◆ Task objective
From the records below, count the lines containing the word "strokeStyle" and give only that number.

Stored items from a collection
---
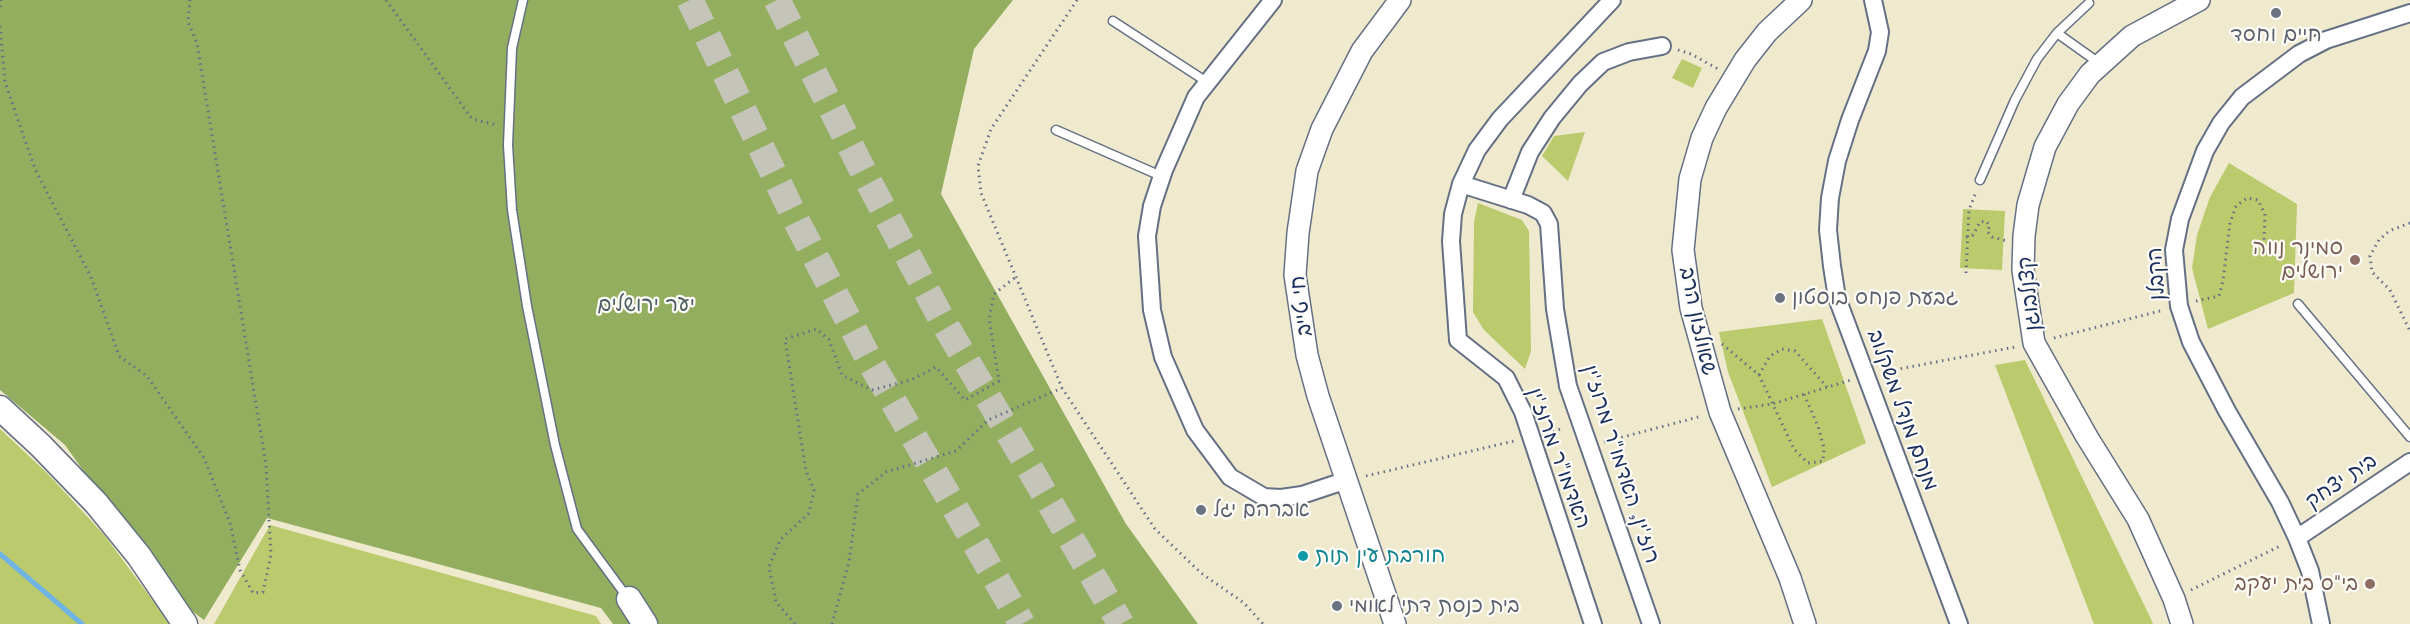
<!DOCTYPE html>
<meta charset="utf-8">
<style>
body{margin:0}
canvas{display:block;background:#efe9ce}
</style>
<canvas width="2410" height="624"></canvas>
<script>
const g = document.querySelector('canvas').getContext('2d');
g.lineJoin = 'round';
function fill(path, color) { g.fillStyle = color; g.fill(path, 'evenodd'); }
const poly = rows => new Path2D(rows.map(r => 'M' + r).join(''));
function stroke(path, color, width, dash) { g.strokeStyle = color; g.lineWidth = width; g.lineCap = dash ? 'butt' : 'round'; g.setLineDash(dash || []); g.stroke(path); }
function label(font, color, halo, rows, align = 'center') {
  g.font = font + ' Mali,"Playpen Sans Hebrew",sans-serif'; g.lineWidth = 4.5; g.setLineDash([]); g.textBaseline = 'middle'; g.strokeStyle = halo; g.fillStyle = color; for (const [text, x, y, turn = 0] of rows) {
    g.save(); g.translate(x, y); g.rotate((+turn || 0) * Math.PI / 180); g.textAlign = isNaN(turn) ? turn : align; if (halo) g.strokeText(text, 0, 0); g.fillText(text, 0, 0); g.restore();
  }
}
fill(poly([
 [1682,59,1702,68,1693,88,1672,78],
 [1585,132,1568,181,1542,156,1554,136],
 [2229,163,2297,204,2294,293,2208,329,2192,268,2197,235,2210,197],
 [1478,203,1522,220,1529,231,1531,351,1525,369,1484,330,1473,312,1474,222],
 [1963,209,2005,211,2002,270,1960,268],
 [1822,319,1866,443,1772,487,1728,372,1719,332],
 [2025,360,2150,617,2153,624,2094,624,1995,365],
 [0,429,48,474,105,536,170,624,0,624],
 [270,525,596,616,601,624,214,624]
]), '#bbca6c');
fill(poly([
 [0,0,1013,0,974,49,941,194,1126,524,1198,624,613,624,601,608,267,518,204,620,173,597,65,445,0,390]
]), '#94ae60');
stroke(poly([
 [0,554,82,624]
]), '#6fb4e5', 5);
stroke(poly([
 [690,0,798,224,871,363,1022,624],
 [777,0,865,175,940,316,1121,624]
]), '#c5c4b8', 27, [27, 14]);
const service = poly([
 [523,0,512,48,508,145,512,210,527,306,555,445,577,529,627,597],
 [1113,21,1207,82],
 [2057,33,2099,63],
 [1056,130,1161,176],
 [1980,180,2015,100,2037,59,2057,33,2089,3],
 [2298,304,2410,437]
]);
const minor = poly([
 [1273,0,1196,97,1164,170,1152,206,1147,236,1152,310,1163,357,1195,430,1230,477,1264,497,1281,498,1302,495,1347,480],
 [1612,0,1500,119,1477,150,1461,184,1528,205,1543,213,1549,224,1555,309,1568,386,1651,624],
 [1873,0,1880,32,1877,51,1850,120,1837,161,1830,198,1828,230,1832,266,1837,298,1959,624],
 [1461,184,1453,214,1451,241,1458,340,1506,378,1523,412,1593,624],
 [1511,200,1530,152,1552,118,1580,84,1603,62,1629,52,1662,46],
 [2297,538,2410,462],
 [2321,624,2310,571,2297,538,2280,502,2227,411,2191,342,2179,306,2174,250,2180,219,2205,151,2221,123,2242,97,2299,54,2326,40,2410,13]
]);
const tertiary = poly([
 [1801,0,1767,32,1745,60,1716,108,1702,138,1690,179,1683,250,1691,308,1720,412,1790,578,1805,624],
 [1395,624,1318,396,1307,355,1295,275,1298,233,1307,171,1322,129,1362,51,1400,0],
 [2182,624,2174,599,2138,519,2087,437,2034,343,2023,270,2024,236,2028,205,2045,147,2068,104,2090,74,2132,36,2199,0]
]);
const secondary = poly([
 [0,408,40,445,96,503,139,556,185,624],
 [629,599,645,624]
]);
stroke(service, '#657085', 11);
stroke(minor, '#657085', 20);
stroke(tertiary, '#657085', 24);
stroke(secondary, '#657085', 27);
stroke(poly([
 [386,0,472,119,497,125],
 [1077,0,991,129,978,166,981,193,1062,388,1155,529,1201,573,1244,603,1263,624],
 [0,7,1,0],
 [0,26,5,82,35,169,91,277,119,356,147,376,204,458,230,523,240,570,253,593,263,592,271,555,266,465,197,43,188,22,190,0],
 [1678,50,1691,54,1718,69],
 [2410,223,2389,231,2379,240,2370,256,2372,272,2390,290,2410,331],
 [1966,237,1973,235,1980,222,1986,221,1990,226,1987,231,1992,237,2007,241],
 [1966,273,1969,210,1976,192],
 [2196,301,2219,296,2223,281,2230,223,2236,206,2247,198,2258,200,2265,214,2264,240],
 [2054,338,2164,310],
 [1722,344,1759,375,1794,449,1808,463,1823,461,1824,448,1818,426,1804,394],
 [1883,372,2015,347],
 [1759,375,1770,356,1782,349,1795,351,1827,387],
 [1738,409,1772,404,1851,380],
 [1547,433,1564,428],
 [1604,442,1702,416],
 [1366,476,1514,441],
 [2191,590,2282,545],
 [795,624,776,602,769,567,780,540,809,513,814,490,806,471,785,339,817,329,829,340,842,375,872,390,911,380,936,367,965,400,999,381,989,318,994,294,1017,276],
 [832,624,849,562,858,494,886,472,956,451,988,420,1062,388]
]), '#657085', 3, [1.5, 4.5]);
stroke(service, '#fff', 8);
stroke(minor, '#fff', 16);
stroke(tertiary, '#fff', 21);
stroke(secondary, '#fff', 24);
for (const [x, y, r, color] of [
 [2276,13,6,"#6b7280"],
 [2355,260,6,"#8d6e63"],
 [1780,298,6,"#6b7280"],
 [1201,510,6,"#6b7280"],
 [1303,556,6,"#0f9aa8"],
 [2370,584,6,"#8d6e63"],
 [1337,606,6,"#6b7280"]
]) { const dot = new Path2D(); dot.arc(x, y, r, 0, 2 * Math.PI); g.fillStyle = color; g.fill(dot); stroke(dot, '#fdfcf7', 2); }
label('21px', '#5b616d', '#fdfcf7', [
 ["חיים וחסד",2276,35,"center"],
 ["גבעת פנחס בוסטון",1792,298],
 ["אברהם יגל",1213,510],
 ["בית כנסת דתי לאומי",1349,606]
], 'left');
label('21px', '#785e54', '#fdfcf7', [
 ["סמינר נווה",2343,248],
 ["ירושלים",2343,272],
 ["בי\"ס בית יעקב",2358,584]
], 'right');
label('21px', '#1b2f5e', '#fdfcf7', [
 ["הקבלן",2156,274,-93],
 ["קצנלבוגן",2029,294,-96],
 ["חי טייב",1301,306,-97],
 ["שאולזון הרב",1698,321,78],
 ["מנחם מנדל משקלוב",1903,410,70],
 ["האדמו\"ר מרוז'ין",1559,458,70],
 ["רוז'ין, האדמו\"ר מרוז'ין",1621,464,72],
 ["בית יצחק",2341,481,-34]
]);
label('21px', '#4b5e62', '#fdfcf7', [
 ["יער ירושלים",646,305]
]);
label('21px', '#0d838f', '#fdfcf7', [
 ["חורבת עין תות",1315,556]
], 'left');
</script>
---
◆ Response below
2